Investors didn't abandon Home Depot (HD 0.65%) stock after the company recently warned them about a deteriorating sales environment in the home improvement industry. Shoppers aren't as eager to spend on their homes as they were a few months ago, and the shift caught management by surprise. But Home Depot is still on track to generate much stronger annual sales and earnings in 2023 compared to its pre-pandemic levels.

Still, management's comments in a conference call with investors highlighted a big risk to the business over the next several quarters. Let's take a closer look.

Not as bad as it seemed

Home Depot's comparable-store sales fell 5% through late March compared to a flat result in the prior quarter. But that slump isn't as bad as it might seem at first blush. Extreme weather in parts of the country delayed the start of spring seasonal sales, as Tractor Supply noted a few days earlier.

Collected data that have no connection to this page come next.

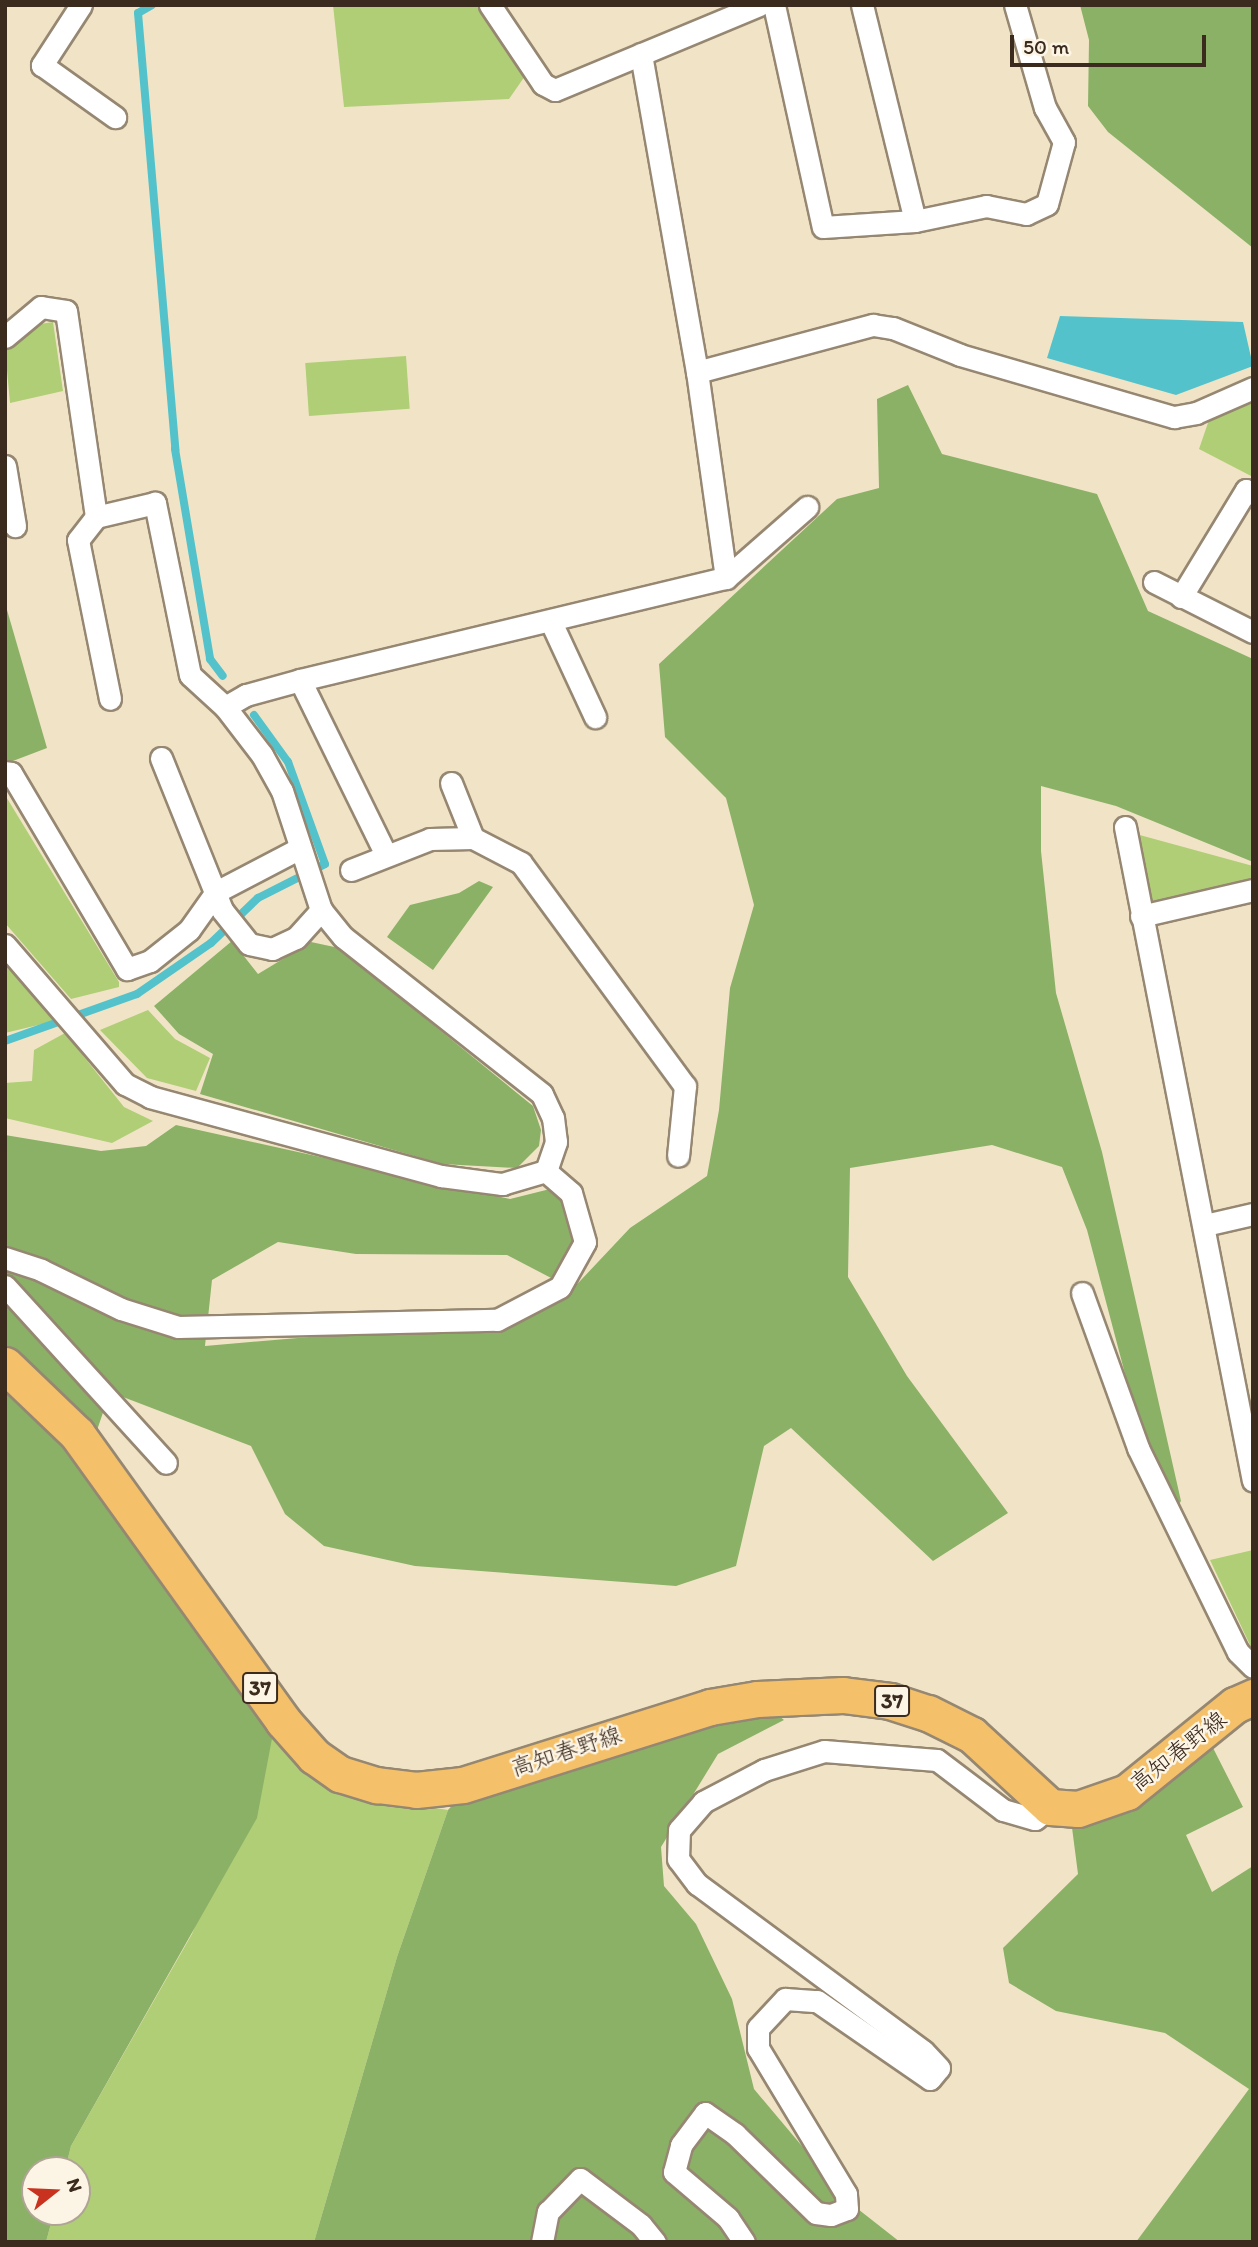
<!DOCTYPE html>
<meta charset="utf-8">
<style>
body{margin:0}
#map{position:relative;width:1258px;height:2247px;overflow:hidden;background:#f1e4c6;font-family:Itim,"Klee One",sans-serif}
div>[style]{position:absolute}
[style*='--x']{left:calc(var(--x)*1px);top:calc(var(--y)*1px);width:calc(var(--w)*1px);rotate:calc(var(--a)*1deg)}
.green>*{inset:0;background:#afce76;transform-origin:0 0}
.forest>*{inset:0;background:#8bb167}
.water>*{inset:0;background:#54c2cb}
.stream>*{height:8px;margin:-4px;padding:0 4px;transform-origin:4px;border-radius:4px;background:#54c2cb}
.roads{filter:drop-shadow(2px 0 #968772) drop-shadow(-2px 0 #968772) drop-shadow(0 2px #968772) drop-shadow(0 -2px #968772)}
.minor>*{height:21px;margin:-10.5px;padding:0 10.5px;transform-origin:10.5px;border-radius:10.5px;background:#fff}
.primary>*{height:35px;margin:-17.5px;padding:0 17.5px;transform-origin:17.5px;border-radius:17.5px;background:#f4c16a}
span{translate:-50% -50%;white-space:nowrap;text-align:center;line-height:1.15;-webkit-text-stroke:5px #fcf5e5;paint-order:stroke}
.shield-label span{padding:2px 5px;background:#fcf5e5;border:2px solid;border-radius:5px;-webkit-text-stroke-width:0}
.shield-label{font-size:21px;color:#3b2a1e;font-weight:700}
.street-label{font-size:23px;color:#3b2a1e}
.frame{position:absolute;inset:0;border:7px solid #3b2a1e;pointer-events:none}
.north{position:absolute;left:21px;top:2156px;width:70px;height:70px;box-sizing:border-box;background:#fcf5e5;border:2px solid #afa495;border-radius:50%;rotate:72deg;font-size:19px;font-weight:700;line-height:28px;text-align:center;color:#3b2a1e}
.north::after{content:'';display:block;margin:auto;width:24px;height:32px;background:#c8321e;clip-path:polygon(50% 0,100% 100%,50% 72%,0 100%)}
.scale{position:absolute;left:1010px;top:35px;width:196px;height:32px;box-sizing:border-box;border:4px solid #3b2a1e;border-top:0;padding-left:9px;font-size:21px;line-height:24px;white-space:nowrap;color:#3b2a1e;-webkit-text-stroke:5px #fcf5e5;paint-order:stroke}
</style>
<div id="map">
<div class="green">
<i style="clip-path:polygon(333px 5px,477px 5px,525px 76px,509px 99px,344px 107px)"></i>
<i style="clip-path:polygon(53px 322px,63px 391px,10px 403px,5px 348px,34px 325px)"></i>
<i style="left:406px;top:356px;width:53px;height:101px;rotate:86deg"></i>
<i style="clip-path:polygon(1253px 402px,1253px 477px,1199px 449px,1209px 420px)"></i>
<i style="clip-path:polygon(5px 795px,119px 982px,119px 987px,71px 999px,5px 923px)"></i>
<i style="clip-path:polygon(1136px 834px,1253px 866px,1253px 882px,1151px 902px)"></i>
<i style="clip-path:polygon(5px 962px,55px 1021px,5px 1033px)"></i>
<i style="clip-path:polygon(148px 1010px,175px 1039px,210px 1058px,196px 1091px,147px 1078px,100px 1030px)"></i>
<i style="clip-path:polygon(65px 1033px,124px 1107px,153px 1121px,112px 1143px,5px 1118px,5px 1083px,32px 1081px,34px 1050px)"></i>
<i style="clip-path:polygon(1253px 1550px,1253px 1647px,1251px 1647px,1210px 1560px)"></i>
<i style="clip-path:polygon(274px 1728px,386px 1800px,448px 1810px,397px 1957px,314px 2242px,46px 2242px,54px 2212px,77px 2212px,77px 2170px,65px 2170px,71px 2146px,192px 1934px)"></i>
</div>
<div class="forest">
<i style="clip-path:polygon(1080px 5px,1253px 5px,1253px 248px,1108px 132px,1088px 106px,1089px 40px)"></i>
<i style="clip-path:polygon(908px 385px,942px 454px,1097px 494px,1148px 611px,1253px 659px,1253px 862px,1116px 806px,1041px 786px,1041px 851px,1056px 993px,1102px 1152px,1181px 1501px,1174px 1512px,1142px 1438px,1087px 1230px,1062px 1167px,992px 1145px,850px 1168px,848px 1277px,907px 1376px,1008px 1513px,933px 1561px,791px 1428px,764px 1446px,736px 1566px,676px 1586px,415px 1566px,324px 1546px,285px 1514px,251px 1446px,110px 1392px,93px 1442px,274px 1728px,257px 1818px,71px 2146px,65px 2170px,35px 2170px,35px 2212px,54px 2212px,46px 2242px,5px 2242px,5px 1135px,101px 1151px,146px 1146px,176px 1125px,510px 1199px,550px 1189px,563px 1202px,575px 1243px,555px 1280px,507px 1255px,356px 1254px,278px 1242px,212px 1280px,205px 1346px,333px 1335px,504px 1331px,565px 1297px,630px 1228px,707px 1176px,719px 1110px,730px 988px,754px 905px,726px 798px,665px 737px,659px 664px,837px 499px,879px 488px,877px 399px)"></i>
<i style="clip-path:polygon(5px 603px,47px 748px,5px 764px)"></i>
<i style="clip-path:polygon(479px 881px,493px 887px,433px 970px,387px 937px,410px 905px,459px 893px)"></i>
<i style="clip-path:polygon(232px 941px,258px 974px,311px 942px,339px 948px,533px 1106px,541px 1130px,539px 1146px,517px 1168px,442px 1164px,200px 1094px,213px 1054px,179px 1034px,154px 1006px)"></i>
<i style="clip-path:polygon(771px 1709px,784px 1720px,718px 1754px,661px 1847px,664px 1886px,696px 1924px,732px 1999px,754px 2089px,849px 2202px,900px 2242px,314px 2242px,397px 1957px,448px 1810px,461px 1796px,656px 1735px)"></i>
<i style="clip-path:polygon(1210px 1742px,1243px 1807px,1186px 1835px,1212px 1892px,1253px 1866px,1253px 2242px,1136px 2242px,1249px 2089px,1165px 2033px,1056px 2011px,1009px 1983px,1003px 1948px,1078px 1874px,1071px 1820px)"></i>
</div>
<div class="water">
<i style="clip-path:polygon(1060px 316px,1243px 322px,1253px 366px,1176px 395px,1047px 358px)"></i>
</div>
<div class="stream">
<i style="--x:152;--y:5;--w:16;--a:150"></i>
<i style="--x:138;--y:13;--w:438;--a:85.1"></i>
<i style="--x:175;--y:449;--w:213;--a:80.5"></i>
<i style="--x:210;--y:659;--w:21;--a:53"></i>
<i style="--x:5;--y:1041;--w:140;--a:-19.6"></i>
<i style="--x:137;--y:994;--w:90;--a:-34.6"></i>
<i style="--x:211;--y:943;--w:65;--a:-43.8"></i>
<i style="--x:258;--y:898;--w:75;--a:-26.9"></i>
<i style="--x:325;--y:864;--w:109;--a:-109.9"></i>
<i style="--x:288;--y:762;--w:58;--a:-125.9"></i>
</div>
<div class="roads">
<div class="minor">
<i style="--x:81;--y:5;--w:72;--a:123"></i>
<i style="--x:42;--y:65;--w:90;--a:35.5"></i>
<i style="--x:490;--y:5;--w:95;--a:56.1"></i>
<i style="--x:543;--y:84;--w:13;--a:27"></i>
<i style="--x:555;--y:90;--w:221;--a:-22.6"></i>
<i style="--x:774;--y:5;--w:227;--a:77.6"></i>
<i style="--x:823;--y:227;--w:92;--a:-3.7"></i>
<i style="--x:915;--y:221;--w:73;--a:-11.9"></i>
<i style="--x:986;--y:206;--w:41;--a:11.3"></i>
<i style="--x:1026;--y:214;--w:23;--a:-25"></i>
<i style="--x:1047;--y:204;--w:64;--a:-74.7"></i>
<i style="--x:1064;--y:142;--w:39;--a:-119"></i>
<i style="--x:1045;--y:108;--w:107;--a:-106.2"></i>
<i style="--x:862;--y:5;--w:222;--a:76.2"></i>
<i style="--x:5;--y:337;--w:47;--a:-39.8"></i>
<i style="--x:41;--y:307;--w:25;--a:9"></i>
<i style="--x:66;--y:311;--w:208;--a:81.7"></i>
<i style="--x:96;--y:517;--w:29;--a:128"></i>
<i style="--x:78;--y:540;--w:162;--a:78.6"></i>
<i style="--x:697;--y:372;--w:182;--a:-15"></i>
<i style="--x:873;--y:325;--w:20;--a:9"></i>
<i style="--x:893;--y:328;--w:72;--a:21.9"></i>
<i style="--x:960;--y:355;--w:223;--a:16.2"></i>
<i style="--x:1174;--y:417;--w:22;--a:-10"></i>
<i style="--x:1196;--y:413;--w:62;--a:-23.7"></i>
<i style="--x:5;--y:466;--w:61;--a:80.5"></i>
<i style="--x:726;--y:578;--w:108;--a:-41.2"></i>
<i style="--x:1154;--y:582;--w:111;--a:26.8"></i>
<i style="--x:1181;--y:597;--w:125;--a:-58.7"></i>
<i style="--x:1246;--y:490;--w:8;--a:30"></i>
<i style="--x:551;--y:622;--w:105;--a:65.1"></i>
<i style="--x:300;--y:680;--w:193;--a:63.8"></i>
<i style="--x:225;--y:707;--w:24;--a:-30"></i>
<i style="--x:246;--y:695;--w:56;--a:-15.5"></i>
<i style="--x:300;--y:680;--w:438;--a:-13.5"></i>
<i style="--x:726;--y:578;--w:208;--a:-98"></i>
<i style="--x:697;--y:372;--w:323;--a:-100"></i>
<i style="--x:161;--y:758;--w:164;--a:68.1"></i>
<i style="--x:222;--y:910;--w:43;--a:51.5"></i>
<i style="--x:249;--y:944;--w:24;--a:12"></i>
<i style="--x:272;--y:949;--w:26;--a:-25"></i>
<i style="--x:296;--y:938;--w:38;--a:-48"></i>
<i style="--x:5;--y:772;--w:6;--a:9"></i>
<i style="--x:11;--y:773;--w:228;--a:59.4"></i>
<i style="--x:127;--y:969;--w:24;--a:-19"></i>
<i style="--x:150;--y:961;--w:50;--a:-38.5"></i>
<i style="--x:189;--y:930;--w:47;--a:-54.6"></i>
<i style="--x:216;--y:892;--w:95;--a:-27.6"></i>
<i style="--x:451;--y:783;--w:59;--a:68.2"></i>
<i style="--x:1125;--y:827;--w:666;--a:78.93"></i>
<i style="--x:351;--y:870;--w:85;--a:-21.4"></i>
<i style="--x:430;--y:839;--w:43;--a:-1.3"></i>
<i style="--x:473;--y:838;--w:54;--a:27.5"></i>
<i style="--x:521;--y:863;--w:277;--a:53.7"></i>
<i style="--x:685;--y:1086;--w:70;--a:95.7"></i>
<i style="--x:1141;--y:916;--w:115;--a:-13.1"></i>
<i style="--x:5;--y:945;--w:184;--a:49.2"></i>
<i style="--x:125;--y:1084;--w:28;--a:27"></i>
<i style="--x:150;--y:1097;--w:302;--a:15.2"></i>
<i style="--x:441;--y:1176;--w:62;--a:7.5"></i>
<i style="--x:502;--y:1184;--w:46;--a:-16.5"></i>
<i style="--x:546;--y:1171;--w:31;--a:-71"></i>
<i style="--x:556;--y:1142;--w:24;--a:-97"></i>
<i style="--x:553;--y:1118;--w:26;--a:-115"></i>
<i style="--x:542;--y:1094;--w:253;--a:-141.7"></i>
<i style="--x:343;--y:937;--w:35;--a:-129"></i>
<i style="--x:321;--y:910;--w:125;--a:-108.1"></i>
<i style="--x:282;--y:791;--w:41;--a:-119.1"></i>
<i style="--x:262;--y:755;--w:61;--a:-127.6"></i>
<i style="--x:225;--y:707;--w:47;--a:-137.6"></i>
<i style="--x:190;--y:675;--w:176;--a:-101.5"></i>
<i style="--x:155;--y:503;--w:61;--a:166.7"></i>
<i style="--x:1205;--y:1225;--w:49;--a:-12.9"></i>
<i style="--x:5;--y:1258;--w:38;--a:18"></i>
<i style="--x:41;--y:1270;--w:89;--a:26"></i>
<i style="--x:121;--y:1309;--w:60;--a:17.5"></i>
<i style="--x:178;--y:1327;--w:319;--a:-1.3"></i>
<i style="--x:497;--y:1320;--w:71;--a:-27.6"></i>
<i style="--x:560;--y:1287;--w:51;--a:-60.9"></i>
<i style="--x:585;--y:1242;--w:51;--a:-105.9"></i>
<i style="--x:571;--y:1193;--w:33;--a:-139"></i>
<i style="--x:5;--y:1286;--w:239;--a:47.7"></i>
<i style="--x:1082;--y:1293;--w:165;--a:70.1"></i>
<i style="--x:1138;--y:1448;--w:227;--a:63.9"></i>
<i style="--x:1238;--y:1652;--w:21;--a:45"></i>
<i style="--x:542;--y:2242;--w:31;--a:-79"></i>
<i style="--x:548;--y:2212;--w:46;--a:-45.9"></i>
<i style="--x:580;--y:2179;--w:76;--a:37"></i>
<i style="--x:641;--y:2225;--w:22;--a:51"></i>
<i style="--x:744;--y:2242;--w:29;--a:-124"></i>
<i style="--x:728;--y:2218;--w:71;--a:-139.6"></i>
<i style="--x:674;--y:2172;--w:28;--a:-75"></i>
<i style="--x:681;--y:2145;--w:40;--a:-53"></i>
<i style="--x:705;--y:2113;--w:37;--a:35"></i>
<i style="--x:735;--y:2134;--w:113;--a:44.3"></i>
<i style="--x:816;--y:2213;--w:15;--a:8"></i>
<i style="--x:831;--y:2215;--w:17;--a:-21"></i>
<i style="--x:847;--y:2209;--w:15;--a:-94"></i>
<i style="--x:846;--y:2194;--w:170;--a:-121.1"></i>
<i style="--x:758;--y:2048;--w:20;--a:-90"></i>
<i style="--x:758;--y:2028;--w:40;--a:-47"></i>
<i style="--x:785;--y:1999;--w:32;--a:4"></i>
<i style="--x:817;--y:2001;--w:137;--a:34.6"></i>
<i style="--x:930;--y:2079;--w:14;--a:-51"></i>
<i style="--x:939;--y:2068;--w:23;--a:-133"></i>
<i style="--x:923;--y:2051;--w:281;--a:-143.5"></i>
<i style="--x:697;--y:1884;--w:31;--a:-127"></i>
<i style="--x:678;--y:1859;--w:29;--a:-88"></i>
<i style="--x:679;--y:1830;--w:37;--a:-49"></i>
<i style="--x:703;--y:1802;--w:69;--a:-27.7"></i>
<i style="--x:764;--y:1770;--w:63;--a:-17.6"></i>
<i style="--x:824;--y:1751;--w:113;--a:4.6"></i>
<i style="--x:937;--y:1760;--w:83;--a:37.1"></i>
<i style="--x:1003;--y:1810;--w:33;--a:16"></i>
<i style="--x:1035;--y:1819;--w:19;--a:-39"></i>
</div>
<div class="primary">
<i style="--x:5;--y:1365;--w:100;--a:43.8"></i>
<i style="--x:77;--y:1434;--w:353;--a:54.3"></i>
<i style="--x:283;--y:1721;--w:47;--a:48.5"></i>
<i style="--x:314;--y:1756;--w:32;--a:35"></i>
<i style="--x:340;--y:1774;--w:39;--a:17"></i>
<i style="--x:377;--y:1785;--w:39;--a:7"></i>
<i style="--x:416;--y:1790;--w:47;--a:-6.1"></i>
<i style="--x:463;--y:1785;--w:259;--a:-17.5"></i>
<i style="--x:710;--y:1707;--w:48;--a:-9.7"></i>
<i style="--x:757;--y:1699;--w:86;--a:-2.7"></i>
<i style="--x:843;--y:1695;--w:47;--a:7.3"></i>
<i style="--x:890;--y:1701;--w:40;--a:18"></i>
<i style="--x:928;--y:1713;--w:49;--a:26.6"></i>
<i style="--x:972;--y:1735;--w:106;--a:42.7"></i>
<i style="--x:1050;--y:1807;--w:28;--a:4"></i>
<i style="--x:1078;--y:1809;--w:52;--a:-19.1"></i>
<i style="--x:1127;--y:1792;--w:139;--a:-38.9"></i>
<i style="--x:1235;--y:1705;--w:20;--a:-24"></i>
</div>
</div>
<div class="shield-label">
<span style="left:260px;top:1688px">37</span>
<span style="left:892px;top:1701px">37</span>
</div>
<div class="street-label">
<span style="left:566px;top:1751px;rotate:-18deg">高知春野線</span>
<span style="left:1178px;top:1751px;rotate:-38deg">高知春野線</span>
</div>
<div class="frame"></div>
<div class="north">N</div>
<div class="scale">50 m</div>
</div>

But the bigger factor dragging sales lower was a slump in lumber prices. This deflation erased more than 3 percentage points from average spending in the first quarter, executives estimated. Framing-lumber prices collapsed by over 60% compared to last year, and that's the main reason spending was flat year over year this quarter after having jumped 6% in the fourth quarter. The deflation lowered overall comps by 2 percentage points.

The red flag for Home Depot

But there's a more fundamental demand challenge, too. Executives said they noticed "broad-based pressure across the business" compared to last quarter. Customer traffic was down 5%, marking no major improvement over trends in late 2022.

HD Operating Margin (TTM) Chart

HD operating margin (TTM), data by YCharts. TTM = trailing 12 months.

And shoppers pulled back spending across several home improvement niches. "We had many departments with negative comps in the quarter, and continue to see pressure in a number of big-ticket discretionary categories," CEO Ted Decker said. This shift is the main reason Home Depot lowered its 2023 outlook on both the top and bottom lines.

Looking ahead

The chain now expects comps to drop by between 2% and 5% this year compared to its prior forecast of flat results. Profitability will decline slightly, and earnings per share will fall by as much as 13% after soaring during most of the past three years, the company says. Falling lumber prices account for about half of this downgrade, with the rest explained by softening overall demand.

Home Depot is still a much larger, more profitable business than it was before the pandemic struck. Even assuming sales reach the low end of the new outlook, the chain is still generating nearly $50 billion of additional annual revenue compared to 2019. Its downgraded profit-margin figure remains above industry peers like Lowe's (LOW 0.59%).

But management said the latest trends have added new uncertainty around consumers' demand patterns. It's possible that spending will slow further, especially if a recession develops in the home improvement industry or the wider U.S. economy.

Home Depot has thrived through many such downturns, but investors are still right to be concerned about the potential for weaker earnings over the next few quarters.